---------- SOURCE DATA

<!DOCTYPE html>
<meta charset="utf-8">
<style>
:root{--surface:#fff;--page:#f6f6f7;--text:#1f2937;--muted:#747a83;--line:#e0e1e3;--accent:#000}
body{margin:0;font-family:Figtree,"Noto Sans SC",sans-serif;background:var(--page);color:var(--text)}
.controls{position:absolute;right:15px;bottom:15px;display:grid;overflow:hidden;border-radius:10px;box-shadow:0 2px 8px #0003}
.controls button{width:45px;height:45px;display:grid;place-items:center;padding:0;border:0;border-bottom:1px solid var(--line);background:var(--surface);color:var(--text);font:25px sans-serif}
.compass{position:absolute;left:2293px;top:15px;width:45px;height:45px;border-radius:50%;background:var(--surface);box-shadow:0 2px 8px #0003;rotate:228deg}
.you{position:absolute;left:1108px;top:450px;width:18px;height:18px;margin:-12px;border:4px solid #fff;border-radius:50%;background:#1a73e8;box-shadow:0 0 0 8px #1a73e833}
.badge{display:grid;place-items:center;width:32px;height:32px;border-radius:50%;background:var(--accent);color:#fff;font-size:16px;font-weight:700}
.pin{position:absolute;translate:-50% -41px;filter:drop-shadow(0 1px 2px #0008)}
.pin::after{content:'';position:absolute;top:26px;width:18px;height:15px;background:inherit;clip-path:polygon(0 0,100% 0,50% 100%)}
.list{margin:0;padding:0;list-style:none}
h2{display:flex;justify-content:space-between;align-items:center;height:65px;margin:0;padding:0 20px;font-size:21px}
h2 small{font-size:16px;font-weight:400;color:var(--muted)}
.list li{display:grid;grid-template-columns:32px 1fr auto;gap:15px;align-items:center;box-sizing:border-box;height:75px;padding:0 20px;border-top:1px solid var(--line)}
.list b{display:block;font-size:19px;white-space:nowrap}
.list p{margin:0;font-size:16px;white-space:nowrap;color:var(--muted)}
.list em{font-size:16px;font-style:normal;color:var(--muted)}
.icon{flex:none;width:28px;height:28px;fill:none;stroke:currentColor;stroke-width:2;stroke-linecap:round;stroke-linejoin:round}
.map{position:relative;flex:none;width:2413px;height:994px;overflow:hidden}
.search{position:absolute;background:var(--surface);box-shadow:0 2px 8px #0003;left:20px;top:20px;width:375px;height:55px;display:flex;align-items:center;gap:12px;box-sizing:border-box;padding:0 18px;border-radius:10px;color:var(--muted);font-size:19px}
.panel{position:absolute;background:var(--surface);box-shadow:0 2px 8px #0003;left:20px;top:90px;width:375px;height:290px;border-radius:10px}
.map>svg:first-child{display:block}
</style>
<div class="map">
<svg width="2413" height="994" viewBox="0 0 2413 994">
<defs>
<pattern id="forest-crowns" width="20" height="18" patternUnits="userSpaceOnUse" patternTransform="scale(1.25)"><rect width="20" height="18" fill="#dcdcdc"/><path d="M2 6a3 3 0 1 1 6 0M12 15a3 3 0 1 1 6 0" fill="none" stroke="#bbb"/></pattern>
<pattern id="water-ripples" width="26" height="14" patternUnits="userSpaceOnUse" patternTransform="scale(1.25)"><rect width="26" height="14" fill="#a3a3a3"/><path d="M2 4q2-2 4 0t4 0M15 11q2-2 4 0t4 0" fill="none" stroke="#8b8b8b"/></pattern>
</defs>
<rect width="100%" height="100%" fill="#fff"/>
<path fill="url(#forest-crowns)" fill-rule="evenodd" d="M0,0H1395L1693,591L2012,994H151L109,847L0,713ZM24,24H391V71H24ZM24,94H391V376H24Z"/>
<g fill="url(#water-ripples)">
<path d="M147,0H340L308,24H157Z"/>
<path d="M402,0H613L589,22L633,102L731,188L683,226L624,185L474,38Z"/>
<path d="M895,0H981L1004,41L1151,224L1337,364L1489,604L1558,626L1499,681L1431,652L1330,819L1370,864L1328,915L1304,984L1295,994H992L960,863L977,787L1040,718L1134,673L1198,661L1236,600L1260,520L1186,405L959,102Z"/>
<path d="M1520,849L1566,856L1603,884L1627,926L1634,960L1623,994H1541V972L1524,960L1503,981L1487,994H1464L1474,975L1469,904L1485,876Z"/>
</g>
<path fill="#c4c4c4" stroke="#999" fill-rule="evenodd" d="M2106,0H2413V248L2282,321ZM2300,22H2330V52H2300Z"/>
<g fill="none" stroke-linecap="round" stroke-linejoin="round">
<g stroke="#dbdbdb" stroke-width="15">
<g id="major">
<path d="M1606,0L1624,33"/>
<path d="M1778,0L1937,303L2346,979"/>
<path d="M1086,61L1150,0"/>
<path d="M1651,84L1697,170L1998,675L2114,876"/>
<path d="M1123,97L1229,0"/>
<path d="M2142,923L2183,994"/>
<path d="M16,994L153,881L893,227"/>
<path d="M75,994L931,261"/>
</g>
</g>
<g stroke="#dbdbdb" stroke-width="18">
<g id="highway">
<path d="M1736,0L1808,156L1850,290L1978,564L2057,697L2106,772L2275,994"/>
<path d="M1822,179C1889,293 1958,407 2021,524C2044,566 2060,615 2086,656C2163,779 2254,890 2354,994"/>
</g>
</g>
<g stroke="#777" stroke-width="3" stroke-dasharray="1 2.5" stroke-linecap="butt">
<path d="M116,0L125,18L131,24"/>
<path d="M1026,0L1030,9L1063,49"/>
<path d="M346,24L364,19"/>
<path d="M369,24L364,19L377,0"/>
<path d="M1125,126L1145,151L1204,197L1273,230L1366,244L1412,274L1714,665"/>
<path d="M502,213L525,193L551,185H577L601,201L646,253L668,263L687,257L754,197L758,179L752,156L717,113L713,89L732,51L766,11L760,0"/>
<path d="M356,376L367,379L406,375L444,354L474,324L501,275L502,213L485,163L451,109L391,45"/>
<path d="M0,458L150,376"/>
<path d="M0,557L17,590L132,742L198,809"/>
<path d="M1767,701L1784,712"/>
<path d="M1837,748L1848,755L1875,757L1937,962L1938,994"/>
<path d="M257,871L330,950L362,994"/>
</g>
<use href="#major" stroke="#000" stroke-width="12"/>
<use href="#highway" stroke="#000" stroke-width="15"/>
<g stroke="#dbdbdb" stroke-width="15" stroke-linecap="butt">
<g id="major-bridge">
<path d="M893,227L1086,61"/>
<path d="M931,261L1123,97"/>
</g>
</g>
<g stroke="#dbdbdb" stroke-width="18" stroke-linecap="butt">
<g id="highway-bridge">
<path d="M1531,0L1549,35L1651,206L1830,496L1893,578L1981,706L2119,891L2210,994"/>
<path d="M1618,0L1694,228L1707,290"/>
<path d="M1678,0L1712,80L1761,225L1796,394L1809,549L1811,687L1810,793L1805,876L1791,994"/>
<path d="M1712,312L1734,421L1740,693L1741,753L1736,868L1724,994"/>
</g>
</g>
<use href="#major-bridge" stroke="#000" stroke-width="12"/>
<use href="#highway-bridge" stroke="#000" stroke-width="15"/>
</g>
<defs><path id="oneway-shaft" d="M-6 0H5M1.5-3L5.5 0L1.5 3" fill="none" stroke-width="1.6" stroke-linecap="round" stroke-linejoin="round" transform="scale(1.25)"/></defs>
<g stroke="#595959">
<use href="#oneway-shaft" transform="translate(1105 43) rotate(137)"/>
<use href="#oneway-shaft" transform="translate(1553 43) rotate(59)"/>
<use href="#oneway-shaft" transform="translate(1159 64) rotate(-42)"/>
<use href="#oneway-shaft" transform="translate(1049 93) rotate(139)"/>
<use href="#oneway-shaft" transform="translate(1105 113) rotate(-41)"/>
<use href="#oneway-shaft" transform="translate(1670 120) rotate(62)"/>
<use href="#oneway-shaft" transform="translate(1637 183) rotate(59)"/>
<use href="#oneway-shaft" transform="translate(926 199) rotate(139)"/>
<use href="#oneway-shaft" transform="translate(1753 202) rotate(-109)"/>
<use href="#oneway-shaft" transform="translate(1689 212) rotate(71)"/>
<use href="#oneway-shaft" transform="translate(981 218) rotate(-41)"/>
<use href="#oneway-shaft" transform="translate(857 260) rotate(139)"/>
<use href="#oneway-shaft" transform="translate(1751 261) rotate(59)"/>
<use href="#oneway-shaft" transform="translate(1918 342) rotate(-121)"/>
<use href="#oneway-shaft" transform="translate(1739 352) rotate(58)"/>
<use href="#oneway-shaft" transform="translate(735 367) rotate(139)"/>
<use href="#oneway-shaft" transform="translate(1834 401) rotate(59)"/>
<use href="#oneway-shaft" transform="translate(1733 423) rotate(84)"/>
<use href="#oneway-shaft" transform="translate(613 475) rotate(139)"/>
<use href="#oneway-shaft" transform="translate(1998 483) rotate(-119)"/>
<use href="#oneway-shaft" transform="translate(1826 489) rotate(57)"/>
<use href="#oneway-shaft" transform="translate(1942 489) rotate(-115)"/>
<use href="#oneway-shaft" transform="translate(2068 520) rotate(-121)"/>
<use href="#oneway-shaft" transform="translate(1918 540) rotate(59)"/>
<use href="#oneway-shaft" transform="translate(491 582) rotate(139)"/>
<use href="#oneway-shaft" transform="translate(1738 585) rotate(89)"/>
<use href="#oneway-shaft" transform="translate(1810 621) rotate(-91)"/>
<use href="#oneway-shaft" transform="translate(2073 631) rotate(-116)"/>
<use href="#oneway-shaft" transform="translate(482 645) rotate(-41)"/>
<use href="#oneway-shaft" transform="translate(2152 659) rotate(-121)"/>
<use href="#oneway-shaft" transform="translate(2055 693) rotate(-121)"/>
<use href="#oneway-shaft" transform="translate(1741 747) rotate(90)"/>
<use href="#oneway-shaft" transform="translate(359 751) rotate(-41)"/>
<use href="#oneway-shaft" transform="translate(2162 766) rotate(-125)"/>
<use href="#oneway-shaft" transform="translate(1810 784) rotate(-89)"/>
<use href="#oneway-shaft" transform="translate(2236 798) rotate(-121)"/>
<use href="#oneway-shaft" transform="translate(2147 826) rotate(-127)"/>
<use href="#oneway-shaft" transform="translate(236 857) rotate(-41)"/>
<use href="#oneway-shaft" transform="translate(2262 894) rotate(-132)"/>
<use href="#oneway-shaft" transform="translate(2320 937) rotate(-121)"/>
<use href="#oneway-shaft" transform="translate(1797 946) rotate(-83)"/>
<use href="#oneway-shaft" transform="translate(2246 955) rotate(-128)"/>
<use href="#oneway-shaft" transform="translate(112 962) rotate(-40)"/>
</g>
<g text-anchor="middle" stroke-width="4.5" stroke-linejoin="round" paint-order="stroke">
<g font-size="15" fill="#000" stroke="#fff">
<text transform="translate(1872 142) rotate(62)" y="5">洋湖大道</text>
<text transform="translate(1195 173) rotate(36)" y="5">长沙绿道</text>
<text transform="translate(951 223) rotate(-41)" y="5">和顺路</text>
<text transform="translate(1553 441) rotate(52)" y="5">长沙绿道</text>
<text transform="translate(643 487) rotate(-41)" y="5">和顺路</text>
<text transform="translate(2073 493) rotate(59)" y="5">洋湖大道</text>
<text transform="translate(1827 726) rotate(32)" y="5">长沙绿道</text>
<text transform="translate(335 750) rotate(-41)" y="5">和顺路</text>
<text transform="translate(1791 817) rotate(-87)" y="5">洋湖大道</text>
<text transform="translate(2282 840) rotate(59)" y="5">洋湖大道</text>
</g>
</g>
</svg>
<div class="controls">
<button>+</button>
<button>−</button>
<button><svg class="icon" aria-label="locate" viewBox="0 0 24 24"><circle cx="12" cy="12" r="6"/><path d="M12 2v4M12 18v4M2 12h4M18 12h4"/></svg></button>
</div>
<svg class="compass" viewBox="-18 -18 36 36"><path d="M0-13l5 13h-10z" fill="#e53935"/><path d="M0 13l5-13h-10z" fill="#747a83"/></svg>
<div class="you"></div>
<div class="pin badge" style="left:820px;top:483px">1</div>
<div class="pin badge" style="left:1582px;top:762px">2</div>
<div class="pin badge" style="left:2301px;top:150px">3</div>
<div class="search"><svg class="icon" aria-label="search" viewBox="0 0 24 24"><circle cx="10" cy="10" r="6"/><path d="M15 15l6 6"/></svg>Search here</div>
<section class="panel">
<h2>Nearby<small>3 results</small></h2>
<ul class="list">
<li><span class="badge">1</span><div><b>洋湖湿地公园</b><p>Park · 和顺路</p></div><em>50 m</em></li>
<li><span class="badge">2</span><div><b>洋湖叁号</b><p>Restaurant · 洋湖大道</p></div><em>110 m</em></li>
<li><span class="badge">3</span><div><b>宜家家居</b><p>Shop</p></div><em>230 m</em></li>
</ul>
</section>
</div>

--------------------

Count up the lines in the listing that hold the word "accent", and give that number only.

ANSWER SPACE:
2